# Warenkorb mit JavaScript



## glasnost (27. Mrz 2005)

Hallo!

Ich habe einen Webshop in html gemacht, jetzt fehlt mir nur noch eine Art Warenkorb, also man sollte sich durch den Shop klicken können und diverse Produkte zum Warenkorb hinzufügen können, wie zb bei amazon und am schluss klickt man dann auf warenkorb und sieht seine produkte und kann dann noch die menge verändern oder ein produkt wieder rauslöschen!

Ich hoffe jemand kann mir helfen, ich kenn mich in Java überhaupt nicht aus und hoffe ich kann einfach einen Code-Teil in mein Web kopieren!
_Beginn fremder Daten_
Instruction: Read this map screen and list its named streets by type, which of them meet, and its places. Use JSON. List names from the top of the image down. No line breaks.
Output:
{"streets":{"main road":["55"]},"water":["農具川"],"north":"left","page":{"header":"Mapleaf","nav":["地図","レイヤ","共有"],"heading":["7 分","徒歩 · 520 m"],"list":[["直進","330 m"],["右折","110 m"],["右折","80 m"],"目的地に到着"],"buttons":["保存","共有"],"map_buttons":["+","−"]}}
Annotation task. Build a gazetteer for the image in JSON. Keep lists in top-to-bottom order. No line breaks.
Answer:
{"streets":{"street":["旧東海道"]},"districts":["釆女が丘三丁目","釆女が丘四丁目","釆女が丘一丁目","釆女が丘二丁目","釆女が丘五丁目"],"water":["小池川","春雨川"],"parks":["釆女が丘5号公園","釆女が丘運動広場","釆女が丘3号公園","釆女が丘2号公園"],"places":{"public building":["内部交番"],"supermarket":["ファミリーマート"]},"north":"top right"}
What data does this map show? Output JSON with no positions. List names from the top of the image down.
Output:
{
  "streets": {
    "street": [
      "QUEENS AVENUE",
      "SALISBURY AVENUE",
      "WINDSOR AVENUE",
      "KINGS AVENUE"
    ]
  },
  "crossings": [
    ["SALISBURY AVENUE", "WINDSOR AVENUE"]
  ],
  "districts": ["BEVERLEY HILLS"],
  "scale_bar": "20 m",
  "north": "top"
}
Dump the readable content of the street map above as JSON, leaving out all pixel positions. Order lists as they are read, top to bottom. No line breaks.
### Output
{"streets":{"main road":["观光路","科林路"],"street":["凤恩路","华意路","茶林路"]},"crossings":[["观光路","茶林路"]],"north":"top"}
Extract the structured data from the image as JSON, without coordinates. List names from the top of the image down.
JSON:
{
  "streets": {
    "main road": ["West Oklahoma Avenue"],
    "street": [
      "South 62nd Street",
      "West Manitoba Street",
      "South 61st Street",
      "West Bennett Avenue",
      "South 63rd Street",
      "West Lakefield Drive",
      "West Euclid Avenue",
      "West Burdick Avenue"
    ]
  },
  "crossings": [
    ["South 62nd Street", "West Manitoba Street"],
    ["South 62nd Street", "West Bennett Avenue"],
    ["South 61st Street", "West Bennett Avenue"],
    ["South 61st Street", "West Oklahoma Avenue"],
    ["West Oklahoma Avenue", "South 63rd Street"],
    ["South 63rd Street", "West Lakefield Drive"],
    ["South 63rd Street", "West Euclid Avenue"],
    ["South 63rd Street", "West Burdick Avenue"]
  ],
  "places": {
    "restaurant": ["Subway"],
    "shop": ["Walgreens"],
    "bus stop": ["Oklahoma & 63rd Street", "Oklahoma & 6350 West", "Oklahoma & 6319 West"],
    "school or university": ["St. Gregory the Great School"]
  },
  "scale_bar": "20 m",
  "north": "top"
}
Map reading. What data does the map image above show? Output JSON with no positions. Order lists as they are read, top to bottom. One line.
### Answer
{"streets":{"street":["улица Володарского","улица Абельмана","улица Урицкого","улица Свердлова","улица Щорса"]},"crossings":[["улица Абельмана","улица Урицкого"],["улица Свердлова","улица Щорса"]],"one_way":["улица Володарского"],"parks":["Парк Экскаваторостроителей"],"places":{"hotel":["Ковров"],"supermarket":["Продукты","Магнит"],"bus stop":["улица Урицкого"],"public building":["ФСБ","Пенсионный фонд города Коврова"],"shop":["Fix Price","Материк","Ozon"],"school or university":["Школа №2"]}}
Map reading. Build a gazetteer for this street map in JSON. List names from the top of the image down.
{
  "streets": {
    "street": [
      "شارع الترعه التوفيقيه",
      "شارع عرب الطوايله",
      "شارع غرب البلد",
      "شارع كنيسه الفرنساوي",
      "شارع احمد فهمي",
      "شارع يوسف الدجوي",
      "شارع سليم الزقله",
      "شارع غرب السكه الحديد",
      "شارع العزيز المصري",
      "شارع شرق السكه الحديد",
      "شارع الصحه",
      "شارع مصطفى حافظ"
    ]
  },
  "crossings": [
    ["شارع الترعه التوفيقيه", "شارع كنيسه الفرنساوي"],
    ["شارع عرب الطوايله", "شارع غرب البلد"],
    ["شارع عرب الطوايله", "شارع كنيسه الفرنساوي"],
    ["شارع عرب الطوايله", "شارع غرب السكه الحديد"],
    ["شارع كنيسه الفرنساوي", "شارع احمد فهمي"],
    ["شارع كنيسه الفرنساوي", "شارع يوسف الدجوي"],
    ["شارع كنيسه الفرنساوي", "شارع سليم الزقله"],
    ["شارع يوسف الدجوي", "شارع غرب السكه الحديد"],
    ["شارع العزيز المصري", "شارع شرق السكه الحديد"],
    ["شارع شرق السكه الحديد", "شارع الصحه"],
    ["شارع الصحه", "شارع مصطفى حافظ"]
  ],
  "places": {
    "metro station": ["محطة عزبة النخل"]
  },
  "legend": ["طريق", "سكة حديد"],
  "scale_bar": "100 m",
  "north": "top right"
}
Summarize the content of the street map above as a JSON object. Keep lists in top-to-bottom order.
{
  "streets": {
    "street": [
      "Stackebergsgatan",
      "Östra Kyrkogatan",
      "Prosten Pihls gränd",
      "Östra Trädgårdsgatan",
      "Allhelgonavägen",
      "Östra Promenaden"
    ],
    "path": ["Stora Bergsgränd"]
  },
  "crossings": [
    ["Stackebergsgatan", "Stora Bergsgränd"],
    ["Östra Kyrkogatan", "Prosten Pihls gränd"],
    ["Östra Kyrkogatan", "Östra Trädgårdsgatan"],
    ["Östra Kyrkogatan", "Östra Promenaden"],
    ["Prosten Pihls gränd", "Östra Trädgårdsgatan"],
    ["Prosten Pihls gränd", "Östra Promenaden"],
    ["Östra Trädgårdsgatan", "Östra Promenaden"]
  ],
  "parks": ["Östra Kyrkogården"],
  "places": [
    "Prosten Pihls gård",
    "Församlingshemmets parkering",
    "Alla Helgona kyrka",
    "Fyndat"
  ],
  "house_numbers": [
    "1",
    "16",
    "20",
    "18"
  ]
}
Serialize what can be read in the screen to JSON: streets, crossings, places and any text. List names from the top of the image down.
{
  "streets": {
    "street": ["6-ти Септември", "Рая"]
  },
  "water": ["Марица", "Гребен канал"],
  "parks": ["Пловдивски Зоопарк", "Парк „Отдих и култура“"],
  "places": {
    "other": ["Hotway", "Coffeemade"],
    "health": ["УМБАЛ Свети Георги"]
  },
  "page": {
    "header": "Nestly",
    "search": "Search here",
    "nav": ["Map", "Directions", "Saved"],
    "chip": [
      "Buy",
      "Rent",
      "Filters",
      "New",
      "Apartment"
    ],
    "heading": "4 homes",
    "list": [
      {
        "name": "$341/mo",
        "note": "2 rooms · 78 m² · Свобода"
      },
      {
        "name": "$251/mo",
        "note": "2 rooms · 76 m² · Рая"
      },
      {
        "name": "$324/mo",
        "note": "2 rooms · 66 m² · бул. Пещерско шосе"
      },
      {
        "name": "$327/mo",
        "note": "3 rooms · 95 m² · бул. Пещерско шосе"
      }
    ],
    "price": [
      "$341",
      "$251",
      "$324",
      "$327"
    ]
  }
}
Ich wäre euch sehr dankbar, wenn das irgendjemand wissen würde.

Achja, es sollte html oder java code sein, also ohne mysql oder php. es wär mir schon recht wenn eine datei am server abgespeichert wird, wo die artikel reingeschrieben werden oder es in den cookies abgespeichert wird!!!

DANKE schonmal!


mfg


----------



## L-ectron-X (27. Mrz 2005)

*verschoben*

Java ist nicht JavaScript.
Dazu guckst Du hier: http://www.java-forum.org/de/viewtopic.php?t=6099

Und einfach dann ein Script in Dein Webverzeichnis kopieren, das geht nicht.
In Deinen Seiten müssen entsprechende Variablen eingebaut werden.
Ich habe mal das Shop-Programm von DataBecker gesehen, welches HTML und JavaScript fertig ausgibt.
Naja... nur Ecken und Kanten...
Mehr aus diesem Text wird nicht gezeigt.